In the heart of China’s rice-growing regions, scientists are uncovering a hidden mechanism that could help rice crops beat the heat, with significant implications for global food security and the agricultural sector. A recent study led by Qilin Mu from the MARA Key Laboratory of Sustainable Crop Production in the Middle Reaches of the Yangtze River at Yangtze University has shed light on how certain rice varieties use transpirational cooling to combat heat stress during the critical grain-filling stage.
The research, published in the journal *Frontiers in Plant Science* (which translates to *Frontiers in Plant Science* in English), focused on 28 newly bred, high-quality rice varieties. The study found that high temperatures during grain filling can significantly reduce grain yield and quality, decreasing 1,000-grain weight by 1.6 grams and head rice rate by 6.7%, while increasing chalkiness by 3.3%. However, some varieties showed remarkable resilience.
Mu and his team discovered that heat-tolerant varieties maintained lower leaf and panicle temperatures by enhancing transpirational cooling. This process, driven by stomatal activity, allows the plant to cool itself down, much like sweating in humans. “Heat-tolerant varieties exhibited higher stomatal conductance, density, and total stomatal area, which helped them regulate the canopy microenvironment effectively,” Mu explained.

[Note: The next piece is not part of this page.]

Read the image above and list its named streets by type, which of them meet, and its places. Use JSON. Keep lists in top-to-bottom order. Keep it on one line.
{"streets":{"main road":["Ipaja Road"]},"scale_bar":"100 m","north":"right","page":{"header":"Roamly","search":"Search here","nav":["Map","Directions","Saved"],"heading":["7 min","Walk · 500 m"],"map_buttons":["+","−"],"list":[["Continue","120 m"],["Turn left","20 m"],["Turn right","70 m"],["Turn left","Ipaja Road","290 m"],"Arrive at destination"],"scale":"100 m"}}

The study grouped the varieties into three categories based on their heat tolerance: tolerant, intermediate, and susceptible. The findings suggest that the ability to regulate stomatal activity could be a key factor in developing heat-resistant rice varieties. This could revolutionize rice farming in regions prone to high temperatures, ensuring better yields and quality.
The commercial implications are substantial. Rice is a staple food for more than half of the world’s population, and climate change is exacerbating heat stress in many rice-growing regions. By identifying and breeding heat-tolerant varieties, farmers could mitigate losses and improve food security. Additionally, understanding the role of stomatal regulation could lead to innovative agricultural practices and technologies aimed at enhancing crop resilience.
As Mu noted, “Our findings indicate that stomatal regulation of the canopy microenvironment may serve as a general physiological basis for varietal heat response in rice.” This insight could pave the way for future research and development in agritech, focusing on breeding and biotechnological approaches to enhance transpirational cooling in crops.
The study not only highlights the importance of transpirational cooling but also opens new avenues for improving rice cultivation under climate change. By leveraging these findings, the agricultural sector can develop more resilient crops, ensuring sustainable food production for a growing global population.